June 27, 2012
MARIA SIMONETTI, PLAINTIFF-RESPONDENT,
SALVATORE SIMONETTI, DEFENDANT-APPELLANT.
On appeal from Superior Court of New Jersey, Chancery Division, Family Part, Burlington County, Docket No. FM-03-1091-05.
NOT FOR PUBLICATION WITHOUT THE APPROVAL OF THE APPELLATE DIVISION
Argued February 1, 2012
Before Judges Cuff and St. John.
Defendant Salvatore Simonetti appeals from the January 7, 2011 order of the Family Part denying his motion for modification of his support obligations, as well as other relief.
Having considered the limited record before us, and in light of the applicable legal principles, we conclude that the motion judge should have conducted a plenary hearing. Consequently, we reverse and remand for such a hearing.
The parties were married in 1987, and had two children born in 1988 and 1991. On January 3, 2006, plaintiff Maria Simonetti filed a complaint for divorce.

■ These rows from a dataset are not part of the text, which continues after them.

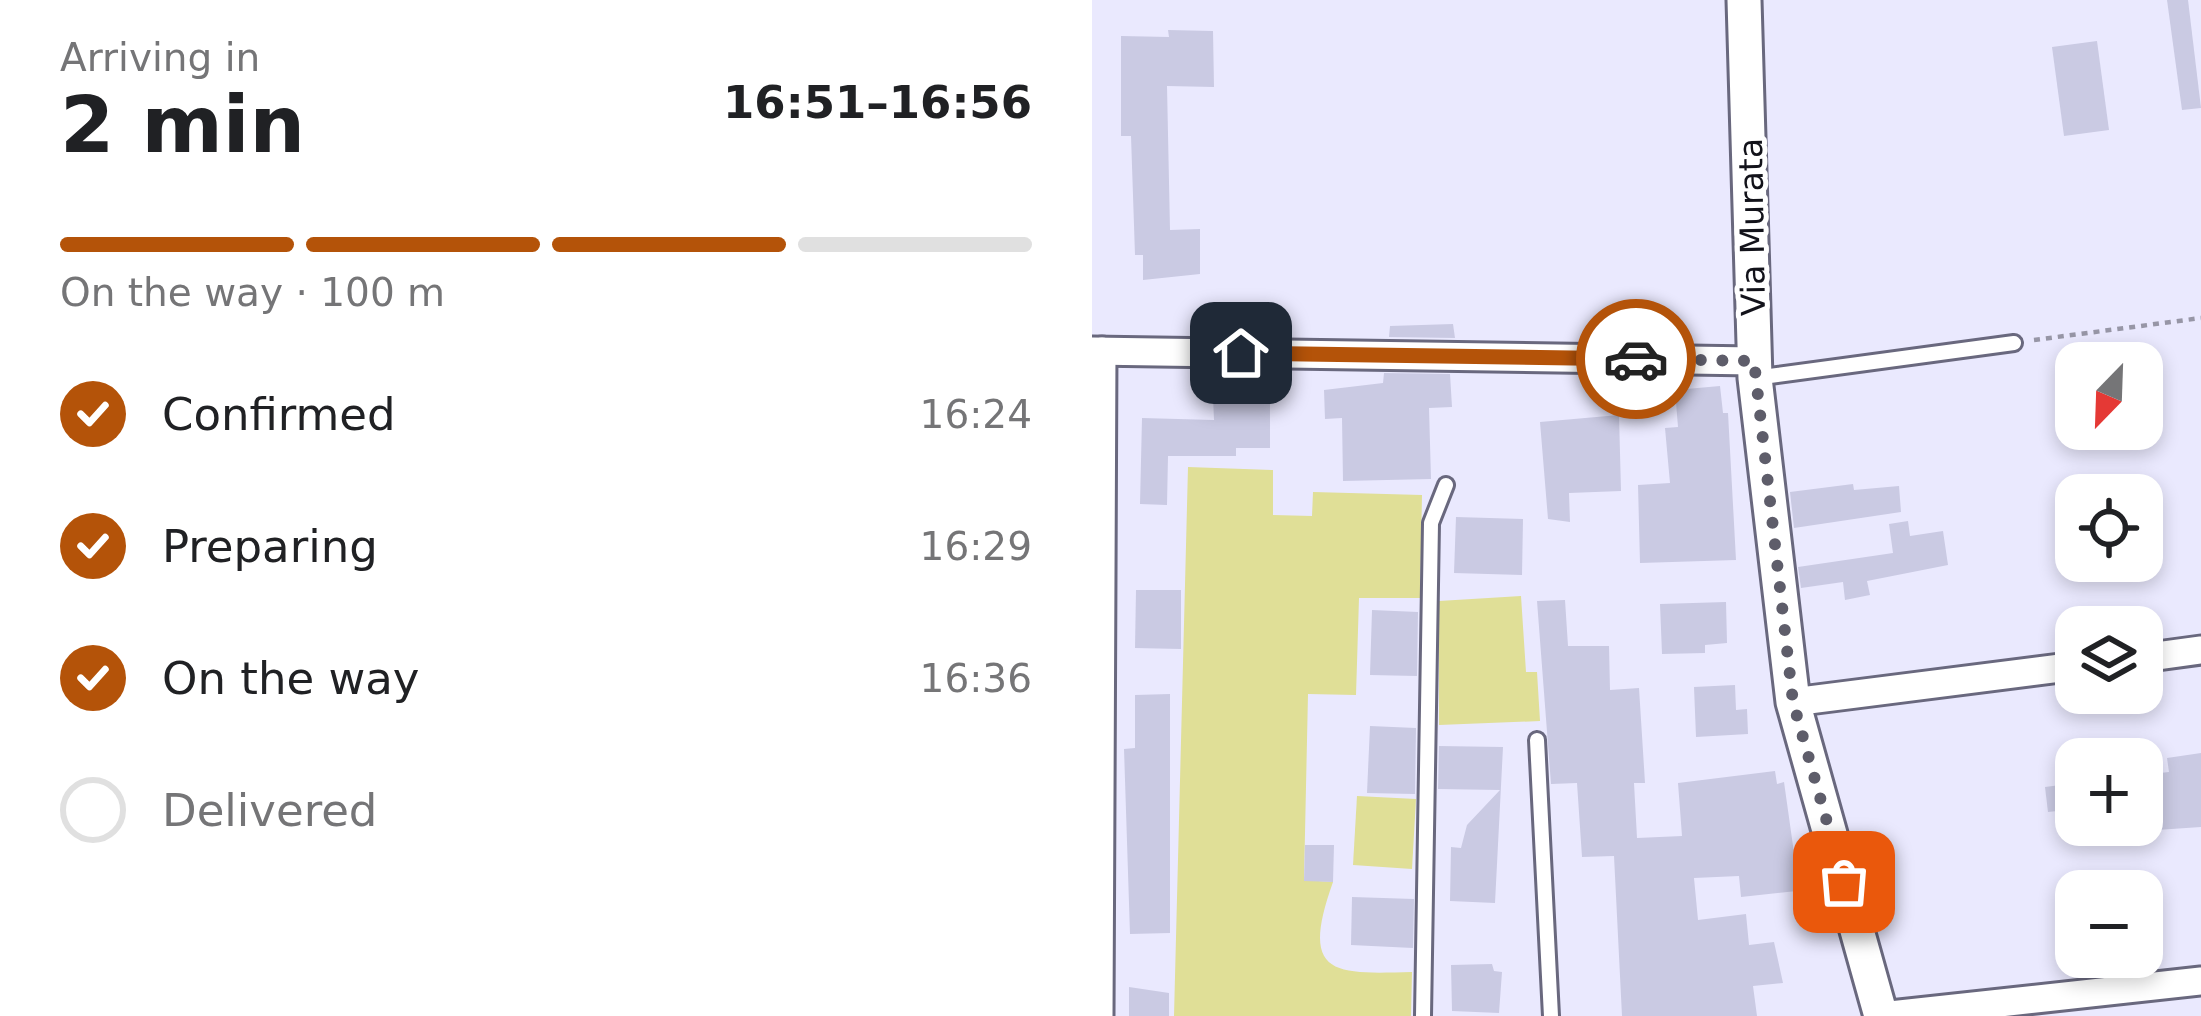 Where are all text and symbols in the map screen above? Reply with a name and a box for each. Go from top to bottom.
text: Arriving in [60,35,260,80]
text: 16:51–16:56 [723,76,1032,129]
text: 2 min [60,80,305,170]
street label: Via Murata [1731,138,1773,316]
text: On the way · 100 m [60,270,445,315]
courier [1576,299,1696,419]
pin [1190,302,1292,404]
icon: home [1208,320,1274,386]
icon: car [1603,326,1669,392]
north arrow [2055,342,2163,450]
map controls [2055,342,2163,978]
icon: check [60,381,126,447]
text: Confirmed [162,388,396,441]
text: 16:24 [920,392,1032,437]
button: locate [2055,474,2163,582]
icon: check [60,513,126,579]
text: Preparing [162,520,378,573]
text: 16:29 [920,524,1032,569]
button: layers [2055,606,2163,714]
icon: check [60,645,126,711]
text: On the way [162,652,419,705]
text: 16:36 [920,656,1032,701]
button: + [2055,738,2163,846]
text: Delivered [162,784,377,837]
pin [1793,831,1895,933]
icon: bag [1811,849,1877,915]
button: − [2055,870,2163,978]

The parties subsequently entered into a property settlement agreement (PSA), which resolved all issues between them, including defendant's support obligations to plaintiff. On May 17, 2007, a Family Part judge entered a Final Judgment of Divorce.
In 2008, defendant filed a motion for a reduction of his support obligations. On October 31, the motion judge denied defendant's application for modification, determining defendant had not demonstrated a prima facie showing of changed circumstances. Defendant appealed the order in December. In July 2009, the parties entered into a consent order, agreeing to certain payments, including a reduction of defendant's unallocated support payments, and a dismissal of the appeal.
In May 2010, defendant filed a second motion for reduction of support, and for other relief. Plaintiff sought to enforce the 2009 consent order. Attached to defendant's certification was his case information statement (CIS). The court set defendant's income "based upon [d]efendant's average income from 2006 through 2009" in the amount of $129,000 per year. On August 27, the motion judge denied defendant's application for modification, again determining defendant had not demonstrated a prima facie showing of changed circumstances.
In October 2010, defendant filed a third motion for reduction of support, and for other relief. Defendant asserted he was laid off in 2008 due to a downturn in the home building industry, and that he had aggressively sought employment but had only obtained employment in a family restaurant business, earning $45,000 per year. He claimed the exhaustion of all assets, including having no equity in his home. Defendant also sought emancipation of his daughter, contending she was not actually pursuing her education.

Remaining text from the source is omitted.